**Saved data entries**
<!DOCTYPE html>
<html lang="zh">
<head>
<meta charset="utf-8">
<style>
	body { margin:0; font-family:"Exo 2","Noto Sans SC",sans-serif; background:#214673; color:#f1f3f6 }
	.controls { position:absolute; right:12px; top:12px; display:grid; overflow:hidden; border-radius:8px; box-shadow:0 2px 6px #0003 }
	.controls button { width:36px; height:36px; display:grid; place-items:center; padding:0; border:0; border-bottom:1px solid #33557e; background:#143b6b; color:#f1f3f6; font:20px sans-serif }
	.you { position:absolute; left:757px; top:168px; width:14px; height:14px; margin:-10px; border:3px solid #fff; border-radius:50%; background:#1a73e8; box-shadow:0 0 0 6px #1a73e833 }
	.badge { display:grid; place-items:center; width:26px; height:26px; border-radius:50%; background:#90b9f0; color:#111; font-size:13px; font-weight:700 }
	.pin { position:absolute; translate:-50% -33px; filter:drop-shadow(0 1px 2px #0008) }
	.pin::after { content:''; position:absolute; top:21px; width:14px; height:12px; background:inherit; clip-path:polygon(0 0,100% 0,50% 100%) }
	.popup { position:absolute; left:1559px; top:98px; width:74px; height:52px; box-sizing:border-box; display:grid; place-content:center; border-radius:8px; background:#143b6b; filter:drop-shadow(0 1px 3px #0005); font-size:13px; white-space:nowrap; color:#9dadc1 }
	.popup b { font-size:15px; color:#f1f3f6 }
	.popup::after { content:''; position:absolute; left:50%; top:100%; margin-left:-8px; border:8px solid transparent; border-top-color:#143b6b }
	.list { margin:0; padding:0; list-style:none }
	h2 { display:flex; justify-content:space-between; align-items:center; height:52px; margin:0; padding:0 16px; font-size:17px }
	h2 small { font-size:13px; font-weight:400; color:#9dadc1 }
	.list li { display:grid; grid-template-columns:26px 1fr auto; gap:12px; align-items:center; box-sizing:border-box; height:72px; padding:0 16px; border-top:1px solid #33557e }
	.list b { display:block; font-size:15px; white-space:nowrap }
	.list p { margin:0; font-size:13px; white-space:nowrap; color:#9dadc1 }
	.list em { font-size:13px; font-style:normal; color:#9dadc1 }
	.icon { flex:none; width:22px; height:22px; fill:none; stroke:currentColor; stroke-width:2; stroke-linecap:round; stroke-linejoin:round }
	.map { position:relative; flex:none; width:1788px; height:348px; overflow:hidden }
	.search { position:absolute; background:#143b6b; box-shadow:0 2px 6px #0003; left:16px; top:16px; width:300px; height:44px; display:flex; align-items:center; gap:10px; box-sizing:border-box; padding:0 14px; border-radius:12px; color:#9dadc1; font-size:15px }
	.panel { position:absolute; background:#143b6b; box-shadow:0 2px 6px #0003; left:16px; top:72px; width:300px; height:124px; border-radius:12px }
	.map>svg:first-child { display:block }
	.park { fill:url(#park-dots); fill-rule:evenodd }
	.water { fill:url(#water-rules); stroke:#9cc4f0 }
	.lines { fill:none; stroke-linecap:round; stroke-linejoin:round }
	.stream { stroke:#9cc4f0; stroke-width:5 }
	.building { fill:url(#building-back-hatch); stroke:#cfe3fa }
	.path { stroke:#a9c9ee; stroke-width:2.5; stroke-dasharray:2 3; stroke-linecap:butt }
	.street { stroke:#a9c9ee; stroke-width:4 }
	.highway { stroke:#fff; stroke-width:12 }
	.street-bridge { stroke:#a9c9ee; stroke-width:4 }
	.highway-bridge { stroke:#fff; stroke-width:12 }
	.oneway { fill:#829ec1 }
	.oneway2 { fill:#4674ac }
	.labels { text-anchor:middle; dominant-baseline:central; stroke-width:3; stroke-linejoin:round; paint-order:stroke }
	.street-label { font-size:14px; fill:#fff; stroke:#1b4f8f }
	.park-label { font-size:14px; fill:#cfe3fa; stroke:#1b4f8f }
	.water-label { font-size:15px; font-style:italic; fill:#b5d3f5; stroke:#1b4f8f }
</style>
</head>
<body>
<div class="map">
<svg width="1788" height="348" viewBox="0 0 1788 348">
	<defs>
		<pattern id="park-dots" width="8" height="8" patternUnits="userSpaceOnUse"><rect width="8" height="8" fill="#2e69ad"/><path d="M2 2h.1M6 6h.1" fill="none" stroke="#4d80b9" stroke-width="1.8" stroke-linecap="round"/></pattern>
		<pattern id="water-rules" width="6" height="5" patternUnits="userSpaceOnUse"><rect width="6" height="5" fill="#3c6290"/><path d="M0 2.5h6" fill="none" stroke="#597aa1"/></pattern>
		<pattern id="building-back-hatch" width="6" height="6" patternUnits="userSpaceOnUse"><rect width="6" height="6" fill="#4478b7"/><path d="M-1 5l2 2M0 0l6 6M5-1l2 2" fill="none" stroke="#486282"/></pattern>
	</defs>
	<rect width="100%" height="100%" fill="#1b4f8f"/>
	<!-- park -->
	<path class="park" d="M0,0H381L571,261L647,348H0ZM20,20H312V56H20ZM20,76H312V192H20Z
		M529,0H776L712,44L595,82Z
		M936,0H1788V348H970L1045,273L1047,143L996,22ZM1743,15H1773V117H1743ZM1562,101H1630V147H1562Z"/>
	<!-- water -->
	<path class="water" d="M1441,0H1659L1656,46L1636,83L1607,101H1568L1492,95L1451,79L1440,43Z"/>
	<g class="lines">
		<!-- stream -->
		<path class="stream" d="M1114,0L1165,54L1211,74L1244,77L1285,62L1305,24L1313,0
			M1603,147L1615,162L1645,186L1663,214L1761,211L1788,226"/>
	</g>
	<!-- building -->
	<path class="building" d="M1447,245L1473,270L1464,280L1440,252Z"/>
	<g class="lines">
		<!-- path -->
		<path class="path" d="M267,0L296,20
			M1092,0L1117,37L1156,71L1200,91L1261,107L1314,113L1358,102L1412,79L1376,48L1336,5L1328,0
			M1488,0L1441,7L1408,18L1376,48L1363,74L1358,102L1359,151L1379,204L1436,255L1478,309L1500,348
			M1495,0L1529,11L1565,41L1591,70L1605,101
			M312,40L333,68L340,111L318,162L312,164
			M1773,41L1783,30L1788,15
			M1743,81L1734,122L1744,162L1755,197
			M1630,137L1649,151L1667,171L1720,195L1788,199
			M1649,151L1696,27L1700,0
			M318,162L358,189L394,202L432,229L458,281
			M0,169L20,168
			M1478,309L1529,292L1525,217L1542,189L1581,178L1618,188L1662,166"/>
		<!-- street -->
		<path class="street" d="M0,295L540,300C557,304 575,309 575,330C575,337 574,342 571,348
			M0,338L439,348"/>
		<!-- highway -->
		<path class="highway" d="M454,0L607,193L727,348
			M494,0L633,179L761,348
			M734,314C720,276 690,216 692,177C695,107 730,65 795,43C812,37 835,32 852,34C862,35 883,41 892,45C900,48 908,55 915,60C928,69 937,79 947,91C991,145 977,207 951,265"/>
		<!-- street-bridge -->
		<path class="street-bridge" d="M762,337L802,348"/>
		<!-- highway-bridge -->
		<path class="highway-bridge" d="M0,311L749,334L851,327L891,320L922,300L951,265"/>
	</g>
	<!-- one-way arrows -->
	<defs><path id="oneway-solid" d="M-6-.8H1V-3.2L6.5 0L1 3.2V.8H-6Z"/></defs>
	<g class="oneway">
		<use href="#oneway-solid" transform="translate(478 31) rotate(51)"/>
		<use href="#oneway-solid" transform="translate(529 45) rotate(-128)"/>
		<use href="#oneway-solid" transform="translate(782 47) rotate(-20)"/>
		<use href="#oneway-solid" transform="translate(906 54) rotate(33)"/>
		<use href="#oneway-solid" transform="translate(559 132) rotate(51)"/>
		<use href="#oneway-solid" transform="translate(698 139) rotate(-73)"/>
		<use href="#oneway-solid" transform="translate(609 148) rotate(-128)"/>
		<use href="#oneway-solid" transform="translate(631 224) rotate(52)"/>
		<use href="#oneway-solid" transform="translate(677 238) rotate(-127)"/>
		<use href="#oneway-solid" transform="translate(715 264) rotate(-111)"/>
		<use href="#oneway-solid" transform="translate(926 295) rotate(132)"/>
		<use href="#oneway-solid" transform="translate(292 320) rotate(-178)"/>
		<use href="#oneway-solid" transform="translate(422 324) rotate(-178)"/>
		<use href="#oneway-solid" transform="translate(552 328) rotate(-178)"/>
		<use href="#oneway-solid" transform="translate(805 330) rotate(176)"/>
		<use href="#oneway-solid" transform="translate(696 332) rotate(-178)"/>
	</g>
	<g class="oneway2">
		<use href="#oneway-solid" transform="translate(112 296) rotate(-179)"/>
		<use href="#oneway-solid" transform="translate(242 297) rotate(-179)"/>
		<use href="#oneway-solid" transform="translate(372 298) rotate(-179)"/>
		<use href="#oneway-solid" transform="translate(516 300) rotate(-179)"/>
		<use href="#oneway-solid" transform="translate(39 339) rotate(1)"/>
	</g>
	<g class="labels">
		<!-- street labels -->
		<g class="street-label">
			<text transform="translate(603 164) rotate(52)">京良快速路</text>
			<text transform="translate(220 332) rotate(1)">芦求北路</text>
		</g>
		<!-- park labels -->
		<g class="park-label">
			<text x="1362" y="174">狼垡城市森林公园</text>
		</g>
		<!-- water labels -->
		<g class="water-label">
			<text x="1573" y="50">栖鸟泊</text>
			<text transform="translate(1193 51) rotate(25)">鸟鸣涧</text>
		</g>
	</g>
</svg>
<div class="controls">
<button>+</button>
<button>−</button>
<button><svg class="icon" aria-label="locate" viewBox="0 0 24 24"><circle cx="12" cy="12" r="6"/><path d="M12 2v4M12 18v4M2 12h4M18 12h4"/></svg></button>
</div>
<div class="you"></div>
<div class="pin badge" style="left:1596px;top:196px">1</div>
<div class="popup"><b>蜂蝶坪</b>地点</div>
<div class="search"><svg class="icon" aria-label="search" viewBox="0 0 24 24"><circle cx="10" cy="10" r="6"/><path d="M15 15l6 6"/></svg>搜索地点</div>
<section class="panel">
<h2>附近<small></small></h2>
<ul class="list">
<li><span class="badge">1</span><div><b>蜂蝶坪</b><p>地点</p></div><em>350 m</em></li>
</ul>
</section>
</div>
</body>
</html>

**Exercise directions**
Some lines of the records above may hold the word "text". Report how many, and nothing else.

**Your response**
6